# Information supplied:

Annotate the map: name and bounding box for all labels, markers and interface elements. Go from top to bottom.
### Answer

--

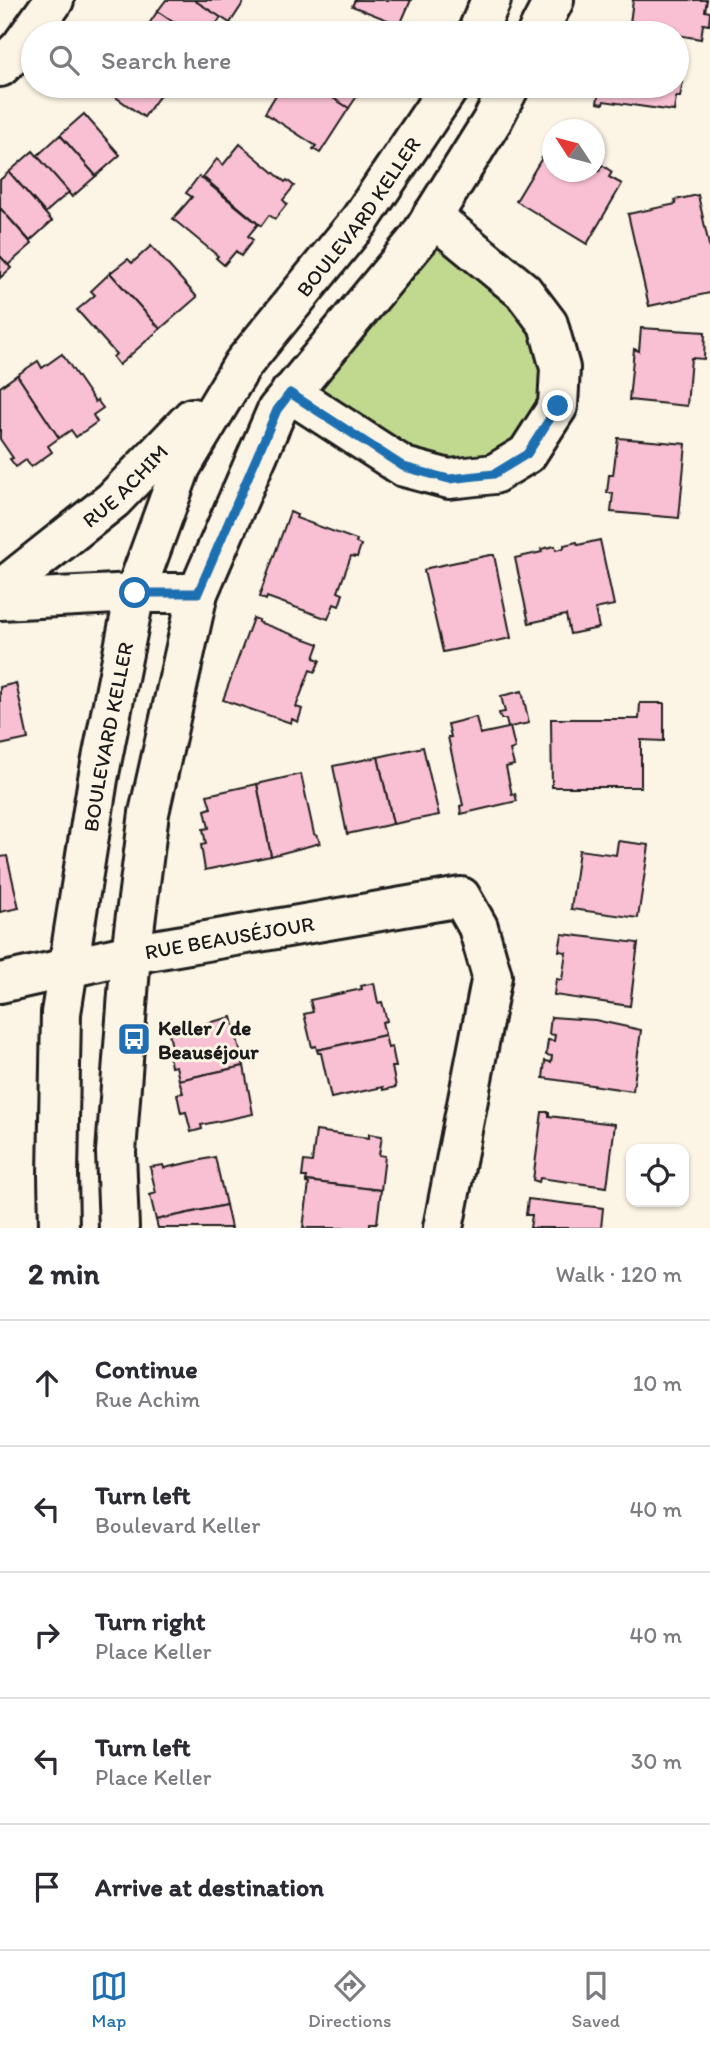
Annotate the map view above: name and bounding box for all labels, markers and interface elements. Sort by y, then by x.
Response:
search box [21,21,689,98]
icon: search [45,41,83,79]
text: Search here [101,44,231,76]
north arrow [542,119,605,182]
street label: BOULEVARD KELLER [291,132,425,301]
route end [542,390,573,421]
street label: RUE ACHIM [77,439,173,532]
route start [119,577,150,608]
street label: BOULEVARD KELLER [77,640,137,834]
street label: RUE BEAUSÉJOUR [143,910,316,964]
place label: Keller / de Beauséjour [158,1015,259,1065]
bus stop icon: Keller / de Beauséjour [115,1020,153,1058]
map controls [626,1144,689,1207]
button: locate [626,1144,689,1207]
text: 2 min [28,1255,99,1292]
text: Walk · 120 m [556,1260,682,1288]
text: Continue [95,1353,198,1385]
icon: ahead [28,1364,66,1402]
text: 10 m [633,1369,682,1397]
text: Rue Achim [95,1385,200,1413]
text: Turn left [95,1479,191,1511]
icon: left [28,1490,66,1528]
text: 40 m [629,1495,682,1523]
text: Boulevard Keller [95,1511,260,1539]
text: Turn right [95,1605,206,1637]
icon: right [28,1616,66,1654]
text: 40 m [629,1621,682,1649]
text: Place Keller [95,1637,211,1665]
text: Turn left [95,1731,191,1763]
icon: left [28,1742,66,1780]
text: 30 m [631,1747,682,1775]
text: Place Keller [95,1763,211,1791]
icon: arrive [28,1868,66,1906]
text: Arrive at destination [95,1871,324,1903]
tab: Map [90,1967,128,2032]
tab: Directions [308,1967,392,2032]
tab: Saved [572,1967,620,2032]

# About this exercise:
Write out each line above containing "name".

# Your solution:
Annotate the map: name and bounding box for all labels, markers and interface elements. Go from top to bottom.
Annotate the map view above: name and bounding box for all labels, markers and interface elements. Sort by y, then by x.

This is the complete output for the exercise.